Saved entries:
■ ■ ■ ■ ■ ■ ■

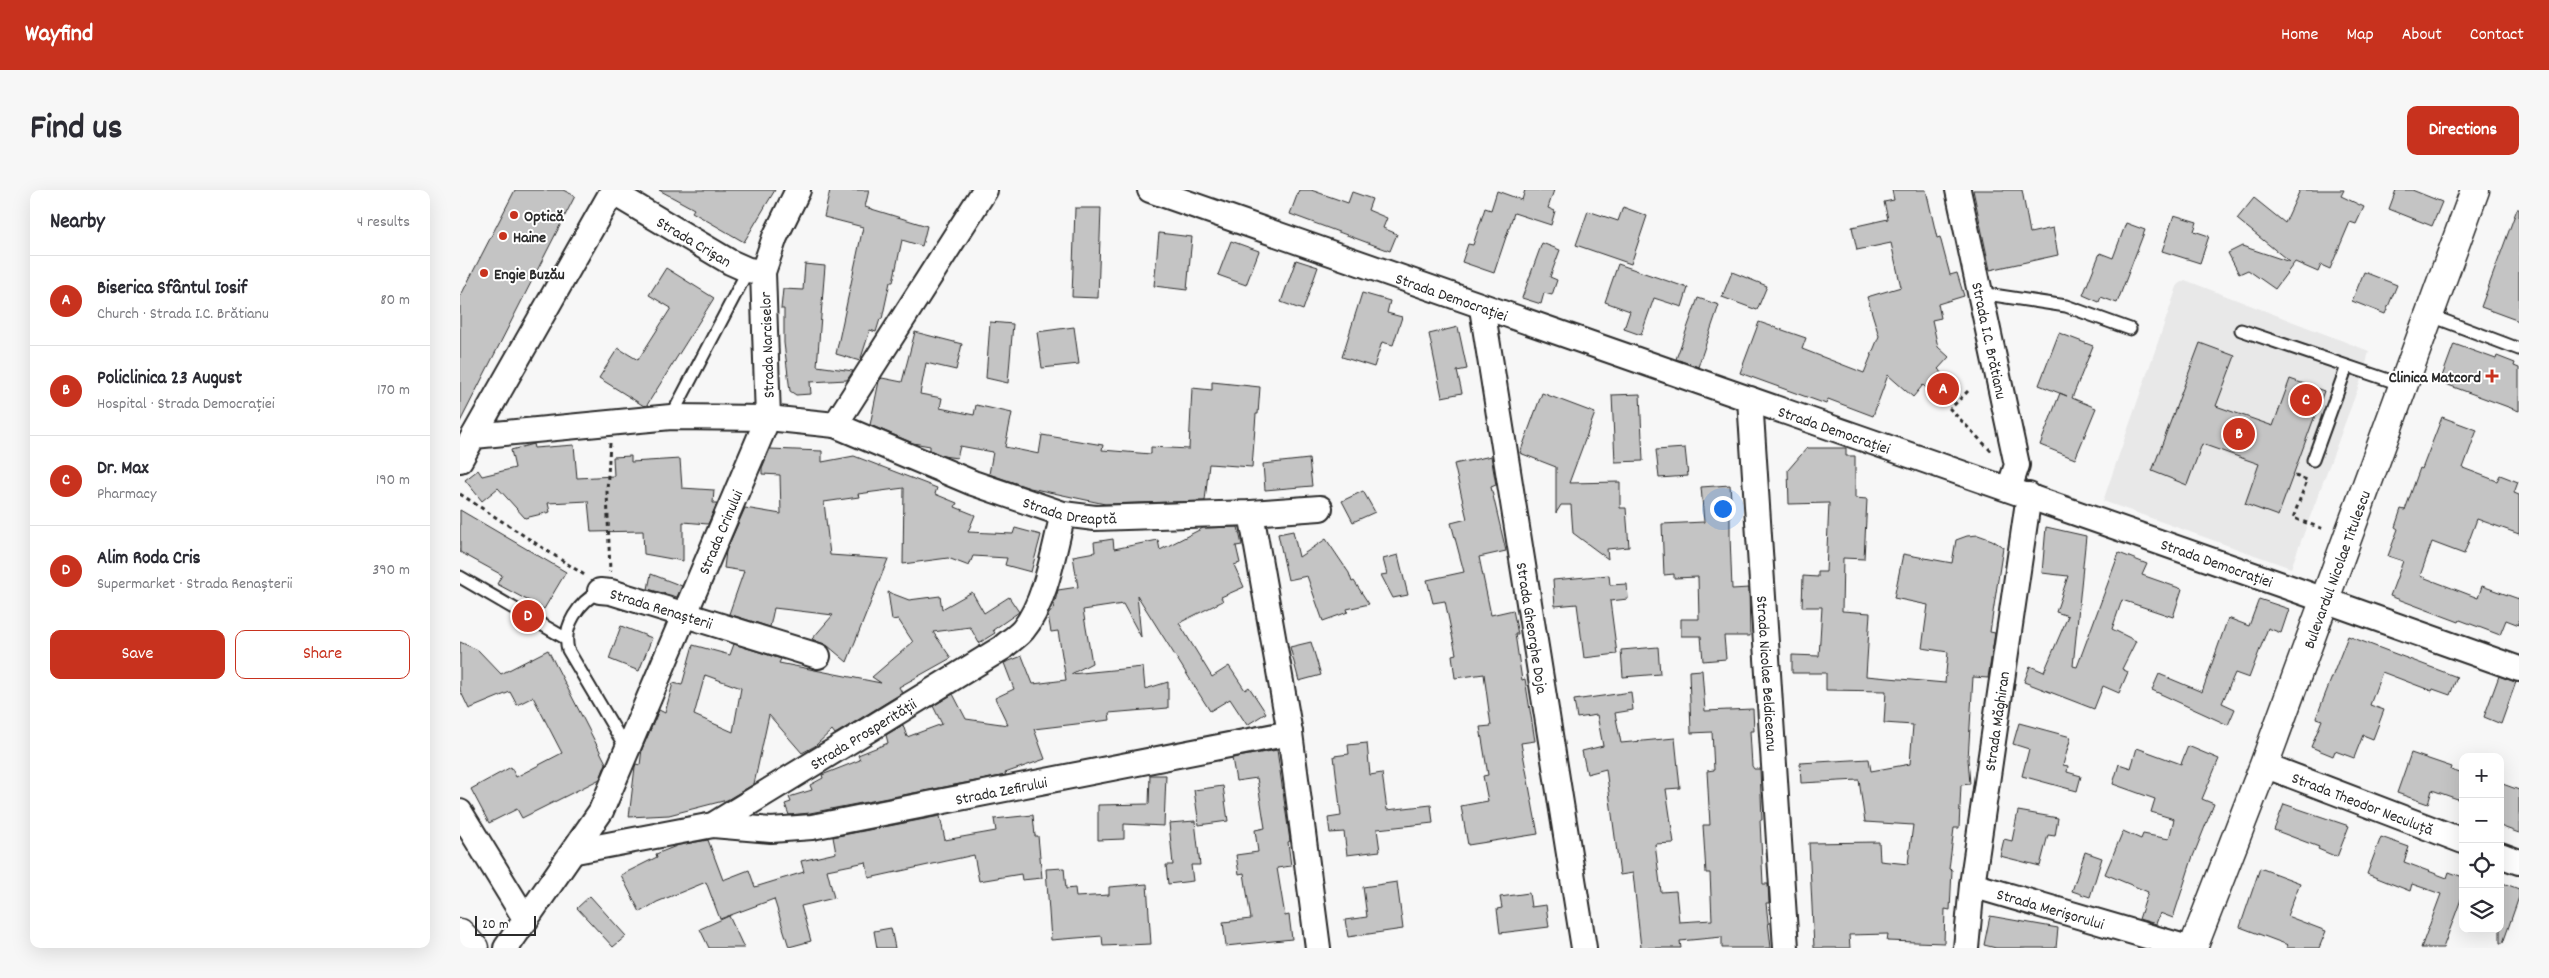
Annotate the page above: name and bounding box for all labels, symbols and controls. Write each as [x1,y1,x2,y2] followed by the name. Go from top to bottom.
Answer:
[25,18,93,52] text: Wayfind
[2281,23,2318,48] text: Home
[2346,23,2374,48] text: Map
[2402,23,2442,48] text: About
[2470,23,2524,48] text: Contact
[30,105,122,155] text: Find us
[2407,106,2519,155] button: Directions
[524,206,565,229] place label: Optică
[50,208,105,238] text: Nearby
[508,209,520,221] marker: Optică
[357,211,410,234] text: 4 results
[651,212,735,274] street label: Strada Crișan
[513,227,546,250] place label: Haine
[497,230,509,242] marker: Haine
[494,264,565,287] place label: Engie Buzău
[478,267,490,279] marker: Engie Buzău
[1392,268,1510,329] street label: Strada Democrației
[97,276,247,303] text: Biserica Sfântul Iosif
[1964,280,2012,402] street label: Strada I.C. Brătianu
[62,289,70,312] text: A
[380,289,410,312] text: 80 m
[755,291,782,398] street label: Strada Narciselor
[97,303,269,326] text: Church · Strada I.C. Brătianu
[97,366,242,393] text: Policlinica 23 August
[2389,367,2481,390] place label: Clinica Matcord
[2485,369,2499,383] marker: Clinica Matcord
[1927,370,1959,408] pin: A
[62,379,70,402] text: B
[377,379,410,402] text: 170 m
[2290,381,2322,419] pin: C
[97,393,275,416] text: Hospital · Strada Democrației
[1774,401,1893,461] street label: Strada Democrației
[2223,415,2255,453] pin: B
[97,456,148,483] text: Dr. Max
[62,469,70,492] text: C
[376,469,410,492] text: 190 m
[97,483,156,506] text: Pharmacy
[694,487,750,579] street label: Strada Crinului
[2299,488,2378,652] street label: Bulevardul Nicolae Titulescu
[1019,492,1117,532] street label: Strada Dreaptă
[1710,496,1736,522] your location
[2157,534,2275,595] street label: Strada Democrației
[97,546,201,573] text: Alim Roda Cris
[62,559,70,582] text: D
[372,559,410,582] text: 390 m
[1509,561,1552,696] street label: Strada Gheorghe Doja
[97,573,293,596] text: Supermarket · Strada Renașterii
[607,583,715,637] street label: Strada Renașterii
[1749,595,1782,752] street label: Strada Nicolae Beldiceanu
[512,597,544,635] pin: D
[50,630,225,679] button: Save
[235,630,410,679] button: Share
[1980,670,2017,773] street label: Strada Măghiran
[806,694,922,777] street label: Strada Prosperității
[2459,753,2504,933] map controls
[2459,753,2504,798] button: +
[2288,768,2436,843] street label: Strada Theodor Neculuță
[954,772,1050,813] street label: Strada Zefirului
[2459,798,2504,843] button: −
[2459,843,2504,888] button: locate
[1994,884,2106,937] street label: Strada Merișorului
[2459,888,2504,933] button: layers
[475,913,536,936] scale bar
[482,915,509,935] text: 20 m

■ ■ ■ ■ ■ ■ ■

### [WHAT THE TASK REQUIRES]
Pick out all lines from the data above in which the word "Buzău" appears.

### [EXERCISE RESPONSE]
[494,264,565,287] place label: Engie Buzău
[478,267,490,279] marker: Engie Buzău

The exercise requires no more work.